━━ Excerpted records

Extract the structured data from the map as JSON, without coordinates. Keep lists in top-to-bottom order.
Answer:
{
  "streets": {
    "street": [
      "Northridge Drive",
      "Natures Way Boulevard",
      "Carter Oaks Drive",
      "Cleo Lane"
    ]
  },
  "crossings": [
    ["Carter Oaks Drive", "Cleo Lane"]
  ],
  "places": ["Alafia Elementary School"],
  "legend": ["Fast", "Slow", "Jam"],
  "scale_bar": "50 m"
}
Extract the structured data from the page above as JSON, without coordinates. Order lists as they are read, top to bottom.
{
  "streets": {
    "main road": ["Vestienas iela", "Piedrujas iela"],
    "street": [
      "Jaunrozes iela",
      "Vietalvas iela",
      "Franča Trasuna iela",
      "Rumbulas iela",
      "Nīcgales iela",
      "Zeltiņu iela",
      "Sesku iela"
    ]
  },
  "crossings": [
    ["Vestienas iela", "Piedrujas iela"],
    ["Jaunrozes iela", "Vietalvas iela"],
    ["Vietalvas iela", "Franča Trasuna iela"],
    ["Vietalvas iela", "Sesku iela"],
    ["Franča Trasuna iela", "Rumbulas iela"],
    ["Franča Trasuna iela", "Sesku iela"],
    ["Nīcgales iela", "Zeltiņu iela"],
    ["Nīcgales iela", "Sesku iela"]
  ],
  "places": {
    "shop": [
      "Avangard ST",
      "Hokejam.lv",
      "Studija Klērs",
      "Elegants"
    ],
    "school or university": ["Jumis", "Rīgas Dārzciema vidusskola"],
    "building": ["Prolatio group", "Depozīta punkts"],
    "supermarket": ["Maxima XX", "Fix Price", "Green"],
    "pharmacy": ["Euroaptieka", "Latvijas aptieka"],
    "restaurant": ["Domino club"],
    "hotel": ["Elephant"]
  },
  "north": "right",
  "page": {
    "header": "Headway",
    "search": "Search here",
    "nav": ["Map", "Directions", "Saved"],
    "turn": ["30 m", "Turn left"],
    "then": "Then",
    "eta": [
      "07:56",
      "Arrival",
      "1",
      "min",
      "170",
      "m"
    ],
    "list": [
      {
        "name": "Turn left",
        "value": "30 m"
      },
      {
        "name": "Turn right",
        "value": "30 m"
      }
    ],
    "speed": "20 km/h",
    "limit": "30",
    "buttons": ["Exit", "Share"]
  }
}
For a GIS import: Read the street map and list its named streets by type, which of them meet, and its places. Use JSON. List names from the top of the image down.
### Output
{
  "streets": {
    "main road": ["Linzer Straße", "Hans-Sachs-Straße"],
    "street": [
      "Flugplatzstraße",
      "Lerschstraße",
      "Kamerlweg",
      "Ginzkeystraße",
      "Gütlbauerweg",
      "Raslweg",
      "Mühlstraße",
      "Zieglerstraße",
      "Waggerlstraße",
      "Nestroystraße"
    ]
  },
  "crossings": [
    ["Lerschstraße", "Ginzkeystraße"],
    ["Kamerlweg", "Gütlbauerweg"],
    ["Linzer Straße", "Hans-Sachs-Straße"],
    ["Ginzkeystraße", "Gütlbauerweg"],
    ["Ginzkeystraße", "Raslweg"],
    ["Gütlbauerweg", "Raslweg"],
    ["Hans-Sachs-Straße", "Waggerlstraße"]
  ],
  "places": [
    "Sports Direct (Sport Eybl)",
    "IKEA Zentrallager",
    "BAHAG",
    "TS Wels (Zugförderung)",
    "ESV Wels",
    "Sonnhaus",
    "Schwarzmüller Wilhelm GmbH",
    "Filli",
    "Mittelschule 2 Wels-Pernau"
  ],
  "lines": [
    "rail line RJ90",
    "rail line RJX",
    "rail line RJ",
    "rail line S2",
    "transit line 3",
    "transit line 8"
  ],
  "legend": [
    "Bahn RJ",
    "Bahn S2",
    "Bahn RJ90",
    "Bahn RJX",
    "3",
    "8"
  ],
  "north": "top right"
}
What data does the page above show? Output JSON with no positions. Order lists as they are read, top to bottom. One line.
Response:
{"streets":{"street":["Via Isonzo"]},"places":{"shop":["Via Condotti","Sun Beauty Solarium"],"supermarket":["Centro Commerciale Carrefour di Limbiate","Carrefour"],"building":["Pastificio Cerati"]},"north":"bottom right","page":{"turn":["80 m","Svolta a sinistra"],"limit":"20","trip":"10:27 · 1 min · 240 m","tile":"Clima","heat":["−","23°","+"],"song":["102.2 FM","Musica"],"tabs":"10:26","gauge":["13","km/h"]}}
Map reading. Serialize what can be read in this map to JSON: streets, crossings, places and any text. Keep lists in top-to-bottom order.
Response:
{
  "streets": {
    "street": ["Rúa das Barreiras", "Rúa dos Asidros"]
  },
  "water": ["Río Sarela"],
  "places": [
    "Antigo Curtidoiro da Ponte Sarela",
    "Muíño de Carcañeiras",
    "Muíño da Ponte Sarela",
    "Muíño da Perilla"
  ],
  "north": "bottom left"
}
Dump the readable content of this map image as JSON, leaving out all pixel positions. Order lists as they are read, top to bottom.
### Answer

━━━━

- [Task goal]
Using the records above, count every line that includes the word "Keep", and state the number only.

- [Answer space]
2